What keeps the alveoli from collapsing as a part of expiration? The presence of surfactant lowers the surface tension within the alveoli. Also, as the lungs recoil, pressure between the two layers of pleura decreases, and this tends to make the alveoli stay open. The importance of a reduced intrapleural pressure is demonstrated when, by design or accident, air enters the intrapleural space. Now the lung collapses. While inspiration is the active phase of breathing, expiration is usually passive-that is, the diaphragm and external intercostal muscles are relaxed when expiration occurs. However, when breathing is deeper and/or more rapid, expiration can also be active. Contraction of the internal intercostal muscles can force the rib cage to move downward and inward. Also, when the abdominal wall muscles contract, they push on the viscera, which push against the diaphragm, and the increased pressure in the thoracic cavity helps expel air.
Figure 14.8 Nervous control of breathing. During inspiration, the respiratory center stimulates the external intercostal muscles to contract via the intercostal nerves and stimulates the diaphragm to contract via the phrenic nerve. Should the tidal volume increase above 1.5 liters, stretch receptors send inhibitory nerve impulses to the respiratory center via the vagus nerve. In any case, expiration occurs due to lack of stimulation from the respiratory center to the diaphragm and intercostal muscles.
Control of Ventilation
Normally, adults have a breathing rate of 12 to 20 ventilations per minute. The rhythm of ventilation is controlled by a respiratory center located in the medulla oblongata of the brain.
The respiratory center automatically sends out impulses by way of nerves to the diaphragm and the external intercostal muscles of the rib cage (Fig. 14.8). When the respiratory center stops sending neuronal signals to the diaphragm and the rib cage, the diaphragm relaxes resuming its dome shape and the rib cage moves down and in. The respiratory center acts rhythmically to bring about breathing at a normal rate and volume. Although the respiratory center controls the rate and depth of breathing, its activity can be influenced by nervous input and chemical input.
Nervous Input An example of nervous control of the respiratory center is the so-called Hering-Breuer reflex. During exercise, the depth of inspiration can increase due to recruitment of muscle fibers in the diaphragm and intercostal muscles. Then, stretch receptors in the alveolar walls are stimulated, and they initiate inhibitory nerve impulses that travel from the inflated lungs to the respiratory center. This causes the respiratory center to stop sending out nerve impulses. This reflex helps support rhythmic respiratory movements by limiting the extent of inspiration.
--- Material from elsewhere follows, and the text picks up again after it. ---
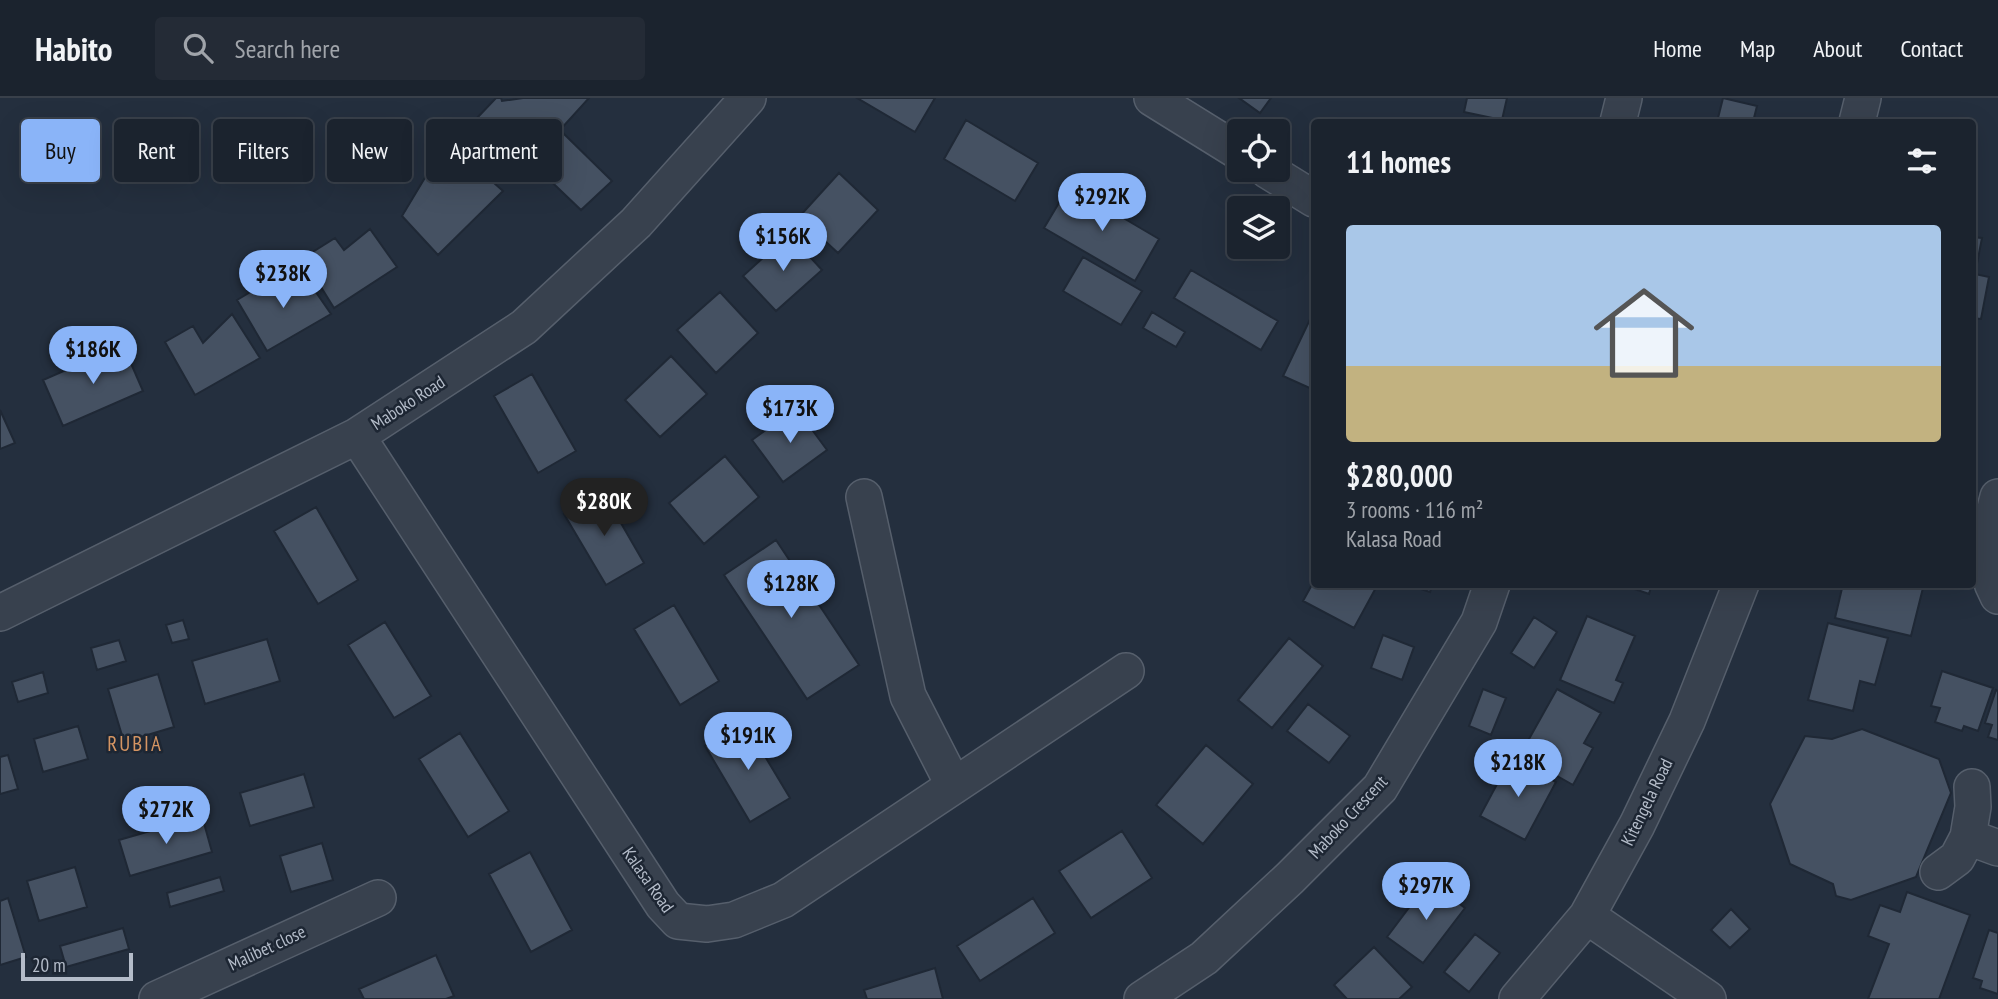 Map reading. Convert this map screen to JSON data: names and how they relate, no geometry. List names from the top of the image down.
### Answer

Chemical Input The respiratory center is directly sensitive to the levels of carbon dioxide (CO2) and hydrogen ions (H+). When they rise, due to cellular respiration, the respiratory center increases the rate and depth of breathing. The center is not affected directly by low oxygen (O2) levels. However, chemoreceptors in the carotid bodies, located in the carotid arteries, and in the aortic bodies, located in the aorta, are sensitive to the level of oxygen in the blood. (Do not confuse the carotid and aortic bodies with the carotid and aortic sinuses, which monitor blood pressure.) When the concentration of oxygen decreases, these bodies communicate with the respiratory center, and the rate and depth of breathing increase.